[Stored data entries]
= = =

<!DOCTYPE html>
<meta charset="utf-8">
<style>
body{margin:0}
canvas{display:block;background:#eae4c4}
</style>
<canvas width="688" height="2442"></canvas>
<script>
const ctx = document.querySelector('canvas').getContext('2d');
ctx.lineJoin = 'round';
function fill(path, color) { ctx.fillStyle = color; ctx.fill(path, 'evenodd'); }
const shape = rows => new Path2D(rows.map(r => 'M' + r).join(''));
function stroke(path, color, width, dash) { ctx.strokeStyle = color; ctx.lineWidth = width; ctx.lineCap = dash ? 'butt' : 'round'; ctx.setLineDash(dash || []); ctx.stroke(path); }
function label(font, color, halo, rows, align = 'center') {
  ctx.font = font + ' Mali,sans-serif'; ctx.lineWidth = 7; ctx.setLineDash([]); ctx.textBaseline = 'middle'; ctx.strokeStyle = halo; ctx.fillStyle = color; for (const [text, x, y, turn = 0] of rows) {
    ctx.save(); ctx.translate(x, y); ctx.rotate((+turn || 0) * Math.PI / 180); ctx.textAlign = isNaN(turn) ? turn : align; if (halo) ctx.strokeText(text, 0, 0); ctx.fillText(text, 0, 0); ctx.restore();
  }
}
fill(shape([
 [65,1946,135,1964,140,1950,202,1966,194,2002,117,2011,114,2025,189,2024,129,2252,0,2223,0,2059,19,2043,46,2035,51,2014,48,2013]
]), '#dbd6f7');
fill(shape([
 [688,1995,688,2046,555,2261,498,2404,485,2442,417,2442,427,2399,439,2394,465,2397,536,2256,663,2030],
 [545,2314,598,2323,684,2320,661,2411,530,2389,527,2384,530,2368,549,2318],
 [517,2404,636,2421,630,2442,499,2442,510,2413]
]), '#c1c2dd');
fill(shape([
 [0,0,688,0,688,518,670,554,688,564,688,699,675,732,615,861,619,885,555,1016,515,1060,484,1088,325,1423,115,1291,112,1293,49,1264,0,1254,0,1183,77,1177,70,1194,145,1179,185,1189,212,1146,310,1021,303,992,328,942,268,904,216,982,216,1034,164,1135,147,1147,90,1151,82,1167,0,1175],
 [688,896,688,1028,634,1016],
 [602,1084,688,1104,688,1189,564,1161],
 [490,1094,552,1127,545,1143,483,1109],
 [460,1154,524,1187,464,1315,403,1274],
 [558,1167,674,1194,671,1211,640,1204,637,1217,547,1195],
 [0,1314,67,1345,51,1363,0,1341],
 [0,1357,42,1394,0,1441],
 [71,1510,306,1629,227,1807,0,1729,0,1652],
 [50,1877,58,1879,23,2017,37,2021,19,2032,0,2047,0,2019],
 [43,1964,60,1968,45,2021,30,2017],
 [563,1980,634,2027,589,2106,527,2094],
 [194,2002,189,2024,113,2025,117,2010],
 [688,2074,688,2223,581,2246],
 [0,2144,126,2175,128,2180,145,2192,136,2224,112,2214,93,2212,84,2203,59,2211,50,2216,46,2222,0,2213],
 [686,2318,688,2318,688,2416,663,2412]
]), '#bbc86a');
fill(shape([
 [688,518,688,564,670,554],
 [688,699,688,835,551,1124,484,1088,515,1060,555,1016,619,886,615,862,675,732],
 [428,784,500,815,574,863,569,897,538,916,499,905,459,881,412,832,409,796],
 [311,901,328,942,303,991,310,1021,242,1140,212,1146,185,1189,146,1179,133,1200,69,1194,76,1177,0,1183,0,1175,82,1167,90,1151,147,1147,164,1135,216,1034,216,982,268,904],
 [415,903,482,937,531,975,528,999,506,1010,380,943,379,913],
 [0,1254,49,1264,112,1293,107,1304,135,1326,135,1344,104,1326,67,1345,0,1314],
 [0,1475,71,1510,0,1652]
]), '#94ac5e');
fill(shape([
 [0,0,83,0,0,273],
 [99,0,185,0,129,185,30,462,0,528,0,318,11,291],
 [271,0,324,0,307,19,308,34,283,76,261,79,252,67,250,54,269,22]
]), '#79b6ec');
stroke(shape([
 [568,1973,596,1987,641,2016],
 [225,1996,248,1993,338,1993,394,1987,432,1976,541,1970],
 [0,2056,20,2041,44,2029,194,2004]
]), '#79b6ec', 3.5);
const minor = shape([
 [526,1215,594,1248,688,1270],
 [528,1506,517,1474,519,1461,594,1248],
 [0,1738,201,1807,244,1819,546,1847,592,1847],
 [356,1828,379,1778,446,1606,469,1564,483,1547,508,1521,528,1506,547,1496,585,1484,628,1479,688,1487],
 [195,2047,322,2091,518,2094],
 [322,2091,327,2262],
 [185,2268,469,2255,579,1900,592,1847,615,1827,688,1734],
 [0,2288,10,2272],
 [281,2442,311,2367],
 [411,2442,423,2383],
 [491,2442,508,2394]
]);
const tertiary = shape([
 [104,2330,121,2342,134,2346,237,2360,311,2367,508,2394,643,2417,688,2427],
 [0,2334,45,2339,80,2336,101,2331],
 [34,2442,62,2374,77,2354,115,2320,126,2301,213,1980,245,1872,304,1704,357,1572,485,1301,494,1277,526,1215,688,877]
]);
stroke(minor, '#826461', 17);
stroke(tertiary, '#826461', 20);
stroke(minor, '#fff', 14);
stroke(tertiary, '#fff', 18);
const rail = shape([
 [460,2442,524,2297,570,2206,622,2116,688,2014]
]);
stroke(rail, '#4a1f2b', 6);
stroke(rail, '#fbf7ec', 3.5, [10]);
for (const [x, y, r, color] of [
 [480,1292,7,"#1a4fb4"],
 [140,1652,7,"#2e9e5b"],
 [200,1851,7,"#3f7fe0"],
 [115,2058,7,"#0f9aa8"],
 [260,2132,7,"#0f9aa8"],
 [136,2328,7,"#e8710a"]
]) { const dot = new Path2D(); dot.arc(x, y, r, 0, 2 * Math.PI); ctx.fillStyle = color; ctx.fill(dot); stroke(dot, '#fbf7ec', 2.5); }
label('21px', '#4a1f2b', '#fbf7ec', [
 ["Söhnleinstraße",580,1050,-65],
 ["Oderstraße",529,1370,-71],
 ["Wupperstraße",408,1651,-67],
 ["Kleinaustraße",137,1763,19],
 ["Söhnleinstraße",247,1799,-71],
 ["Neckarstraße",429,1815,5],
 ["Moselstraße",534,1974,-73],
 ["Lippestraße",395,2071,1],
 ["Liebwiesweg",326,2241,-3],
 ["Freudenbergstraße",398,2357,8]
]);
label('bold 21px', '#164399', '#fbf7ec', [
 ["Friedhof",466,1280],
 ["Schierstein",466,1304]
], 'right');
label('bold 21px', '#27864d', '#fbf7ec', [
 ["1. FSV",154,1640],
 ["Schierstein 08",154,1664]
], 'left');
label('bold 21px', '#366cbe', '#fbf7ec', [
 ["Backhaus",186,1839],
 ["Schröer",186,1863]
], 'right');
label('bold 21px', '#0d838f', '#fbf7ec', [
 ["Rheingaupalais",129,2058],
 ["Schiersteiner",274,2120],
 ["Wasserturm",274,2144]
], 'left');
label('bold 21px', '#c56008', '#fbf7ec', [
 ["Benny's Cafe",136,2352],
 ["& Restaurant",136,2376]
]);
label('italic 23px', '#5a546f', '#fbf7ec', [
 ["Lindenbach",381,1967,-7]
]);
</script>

= = =

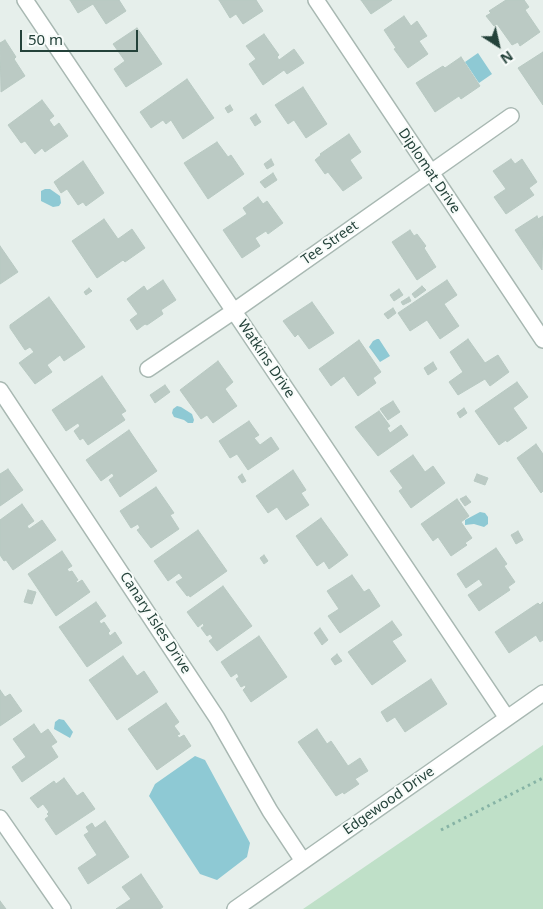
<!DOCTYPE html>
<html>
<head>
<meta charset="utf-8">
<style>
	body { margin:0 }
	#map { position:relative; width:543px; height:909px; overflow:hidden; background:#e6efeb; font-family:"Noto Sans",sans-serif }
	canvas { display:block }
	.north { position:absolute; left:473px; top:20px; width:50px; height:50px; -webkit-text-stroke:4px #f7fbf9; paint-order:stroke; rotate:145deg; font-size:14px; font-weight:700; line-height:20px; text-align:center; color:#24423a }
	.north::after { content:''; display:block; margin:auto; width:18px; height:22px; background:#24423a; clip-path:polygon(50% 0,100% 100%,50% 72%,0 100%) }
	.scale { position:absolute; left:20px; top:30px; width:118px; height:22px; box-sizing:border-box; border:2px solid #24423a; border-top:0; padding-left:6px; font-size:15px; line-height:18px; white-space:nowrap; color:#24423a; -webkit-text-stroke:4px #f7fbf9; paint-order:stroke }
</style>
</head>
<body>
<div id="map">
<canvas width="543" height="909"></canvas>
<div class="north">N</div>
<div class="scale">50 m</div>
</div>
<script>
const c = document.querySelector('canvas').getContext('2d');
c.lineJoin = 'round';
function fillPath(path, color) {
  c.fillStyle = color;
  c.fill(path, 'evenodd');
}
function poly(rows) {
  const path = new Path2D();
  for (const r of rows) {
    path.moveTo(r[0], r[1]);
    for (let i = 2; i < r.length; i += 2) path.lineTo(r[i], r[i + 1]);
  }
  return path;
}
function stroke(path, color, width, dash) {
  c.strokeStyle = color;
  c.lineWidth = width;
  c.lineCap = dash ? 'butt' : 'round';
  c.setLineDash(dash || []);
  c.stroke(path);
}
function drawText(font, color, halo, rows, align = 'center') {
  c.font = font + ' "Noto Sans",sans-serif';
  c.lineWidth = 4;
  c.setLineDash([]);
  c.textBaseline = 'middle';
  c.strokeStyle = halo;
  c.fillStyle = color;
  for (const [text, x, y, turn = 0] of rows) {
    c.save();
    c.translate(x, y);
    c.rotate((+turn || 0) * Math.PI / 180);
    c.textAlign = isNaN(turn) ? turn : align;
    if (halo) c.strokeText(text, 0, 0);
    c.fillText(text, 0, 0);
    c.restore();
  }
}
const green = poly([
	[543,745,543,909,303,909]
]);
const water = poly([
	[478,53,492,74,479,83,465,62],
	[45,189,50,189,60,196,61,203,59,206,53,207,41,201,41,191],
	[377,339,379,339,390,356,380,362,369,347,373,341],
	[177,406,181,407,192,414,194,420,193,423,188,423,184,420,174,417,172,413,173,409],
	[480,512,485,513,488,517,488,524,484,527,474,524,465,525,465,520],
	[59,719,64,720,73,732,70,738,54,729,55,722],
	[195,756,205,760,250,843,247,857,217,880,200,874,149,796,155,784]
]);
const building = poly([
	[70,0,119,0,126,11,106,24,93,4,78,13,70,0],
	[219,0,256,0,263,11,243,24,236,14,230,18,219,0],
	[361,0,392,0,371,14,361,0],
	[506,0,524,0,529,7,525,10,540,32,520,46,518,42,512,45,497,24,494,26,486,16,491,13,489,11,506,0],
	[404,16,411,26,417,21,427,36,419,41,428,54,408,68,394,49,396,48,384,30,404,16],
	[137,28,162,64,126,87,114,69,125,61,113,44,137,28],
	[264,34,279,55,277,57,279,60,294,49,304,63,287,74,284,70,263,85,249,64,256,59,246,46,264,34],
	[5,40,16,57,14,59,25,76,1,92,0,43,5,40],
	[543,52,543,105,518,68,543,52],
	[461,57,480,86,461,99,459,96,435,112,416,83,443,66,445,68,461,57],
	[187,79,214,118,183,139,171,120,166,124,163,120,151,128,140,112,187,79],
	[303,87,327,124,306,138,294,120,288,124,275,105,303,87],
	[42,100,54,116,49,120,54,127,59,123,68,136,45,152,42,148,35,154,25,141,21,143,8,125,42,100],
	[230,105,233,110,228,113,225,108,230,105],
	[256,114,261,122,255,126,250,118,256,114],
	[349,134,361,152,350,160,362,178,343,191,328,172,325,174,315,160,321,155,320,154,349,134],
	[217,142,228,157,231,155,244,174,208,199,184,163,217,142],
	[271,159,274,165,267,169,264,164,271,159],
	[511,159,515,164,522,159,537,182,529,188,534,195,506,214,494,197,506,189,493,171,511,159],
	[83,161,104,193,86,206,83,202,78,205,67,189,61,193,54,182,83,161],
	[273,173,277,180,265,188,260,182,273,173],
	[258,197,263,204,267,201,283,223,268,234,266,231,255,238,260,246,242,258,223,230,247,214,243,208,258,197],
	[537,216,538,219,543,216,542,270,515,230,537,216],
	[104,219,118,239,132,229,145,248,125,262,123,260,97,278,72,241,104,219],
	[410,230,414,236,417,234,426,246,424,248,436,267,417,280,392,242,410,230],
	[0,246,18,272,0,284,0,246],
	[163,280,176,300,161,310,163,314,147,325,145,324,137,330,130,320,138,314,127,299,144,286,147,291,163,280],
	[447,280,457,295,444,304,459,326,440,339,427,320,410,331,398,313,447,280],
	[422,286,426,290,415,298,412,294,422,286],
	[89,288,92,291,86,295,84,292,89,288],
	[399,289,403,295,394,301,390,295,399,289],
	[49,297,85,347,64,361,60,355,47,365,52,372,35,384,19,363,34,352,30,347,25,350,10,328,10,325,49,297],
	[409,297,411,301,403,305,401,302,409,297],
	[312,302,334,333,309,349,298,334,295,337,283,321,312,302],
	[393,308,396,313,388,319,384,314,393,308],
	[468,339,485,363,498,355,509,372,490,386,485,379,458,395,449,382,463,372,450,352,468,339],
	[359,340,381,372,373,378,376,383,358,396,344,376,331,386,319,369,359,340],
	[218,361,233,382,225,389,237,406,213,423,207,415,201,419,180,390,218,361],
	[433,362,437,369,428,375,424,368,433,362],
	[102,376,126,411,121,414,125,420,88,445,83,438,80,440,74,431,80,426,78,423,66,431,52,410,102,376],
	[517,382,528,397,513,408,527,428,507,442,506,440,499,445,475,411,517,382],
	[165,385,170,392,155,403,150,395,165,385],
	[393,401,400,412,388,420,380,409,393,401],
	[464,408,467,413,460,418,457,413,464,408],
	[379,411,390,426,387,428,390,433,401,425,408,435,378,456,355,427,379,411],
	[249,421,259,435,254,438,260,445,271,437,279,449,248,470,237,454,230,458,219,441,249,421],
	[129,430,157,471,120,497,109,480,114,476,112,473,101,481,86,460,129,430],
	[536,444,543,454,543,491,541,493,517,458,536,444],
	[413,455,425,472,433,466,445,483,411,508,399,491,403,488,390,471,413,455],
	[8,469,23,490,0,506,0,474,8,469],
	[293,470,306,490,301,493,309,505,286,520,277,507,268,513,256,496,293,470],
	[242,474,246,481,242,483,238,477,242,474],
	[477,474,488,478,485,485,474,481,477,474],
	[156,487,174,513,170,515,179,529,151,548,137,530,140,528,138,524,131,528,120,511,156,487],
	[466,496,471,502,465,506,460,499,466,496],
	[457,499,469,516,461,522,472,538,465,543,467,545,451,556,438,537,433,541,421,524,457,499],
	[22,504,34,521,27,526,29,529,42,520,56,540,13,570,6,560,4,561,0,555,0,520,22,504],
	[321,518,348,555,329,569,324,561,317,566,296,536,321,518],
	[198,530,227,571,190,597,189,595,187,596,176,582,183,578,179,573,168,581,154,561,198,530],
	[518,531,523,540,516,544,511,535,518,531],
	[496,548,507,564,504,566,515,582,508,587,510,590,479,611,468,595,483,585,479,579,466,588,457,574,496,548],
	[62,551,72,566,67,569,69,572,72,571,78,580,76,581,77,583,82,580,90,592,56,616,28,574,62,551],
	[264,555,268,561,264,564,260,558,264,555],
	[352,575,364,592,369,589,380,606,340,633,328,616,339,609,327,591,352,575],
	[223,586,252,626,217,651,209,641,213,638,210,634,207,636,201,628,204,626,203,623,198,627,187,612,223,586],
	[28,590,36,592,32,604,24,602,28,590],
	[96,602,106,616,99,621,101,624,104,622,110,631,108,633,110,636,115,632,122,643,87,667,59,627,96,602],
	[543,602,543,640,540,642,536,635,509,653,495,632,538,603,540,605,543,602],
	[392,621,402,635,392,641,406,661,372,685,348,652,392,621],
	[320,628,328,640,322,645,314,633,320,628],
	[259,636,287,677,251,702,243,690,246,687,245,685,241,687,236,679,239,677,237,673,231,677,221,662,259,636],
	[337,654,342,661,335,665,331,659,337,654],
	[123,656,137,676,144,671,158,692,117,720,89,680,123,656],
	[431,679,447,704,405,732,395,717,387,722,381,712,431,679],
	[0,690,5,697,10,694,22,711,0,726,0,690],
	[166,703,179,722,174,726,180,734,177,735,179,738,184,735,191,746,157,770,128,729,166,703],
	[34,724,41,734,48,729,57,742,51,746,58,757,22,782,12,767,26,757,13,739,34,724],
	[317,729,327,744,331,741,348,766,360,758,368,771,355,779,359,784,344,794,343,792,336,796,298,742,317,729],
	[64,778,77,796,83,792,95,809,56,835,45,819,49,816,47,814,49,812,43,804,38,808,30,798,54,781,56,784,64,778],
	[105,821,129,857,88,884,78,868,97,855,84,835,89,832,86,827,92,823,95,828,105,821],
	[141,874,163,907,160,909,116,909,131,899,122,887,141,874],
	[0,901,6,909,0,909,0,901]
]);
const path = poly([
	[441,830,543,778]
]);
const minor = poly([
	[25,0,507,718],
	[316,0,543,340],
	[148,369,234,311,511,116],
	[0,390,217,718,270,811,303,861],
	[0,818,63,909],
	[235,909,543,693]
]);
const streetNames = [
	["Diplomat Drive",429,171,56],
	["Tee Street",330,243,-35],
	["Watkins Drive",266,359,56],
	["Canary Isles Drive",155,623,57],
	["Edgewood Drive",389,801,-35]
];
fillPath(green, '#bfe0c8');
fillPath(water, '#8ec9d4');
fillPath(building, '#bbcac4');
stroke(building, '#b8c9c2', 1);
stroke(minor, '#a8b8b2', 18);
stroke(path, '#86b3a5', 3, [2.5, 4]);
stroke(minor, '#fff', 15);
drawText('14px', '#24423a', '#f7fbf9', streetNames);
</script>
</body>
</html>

= = =

Go through the data above and copy each line in which "Noto" appears.

- **Problem solution**:
	#map { position:relative; width:543px; height:909px; overflow:hidden; background:#e6efeb; font-family:"Noto Sans",sans-serif }
  c.font = font + ' "Noto Sans",sans-serif';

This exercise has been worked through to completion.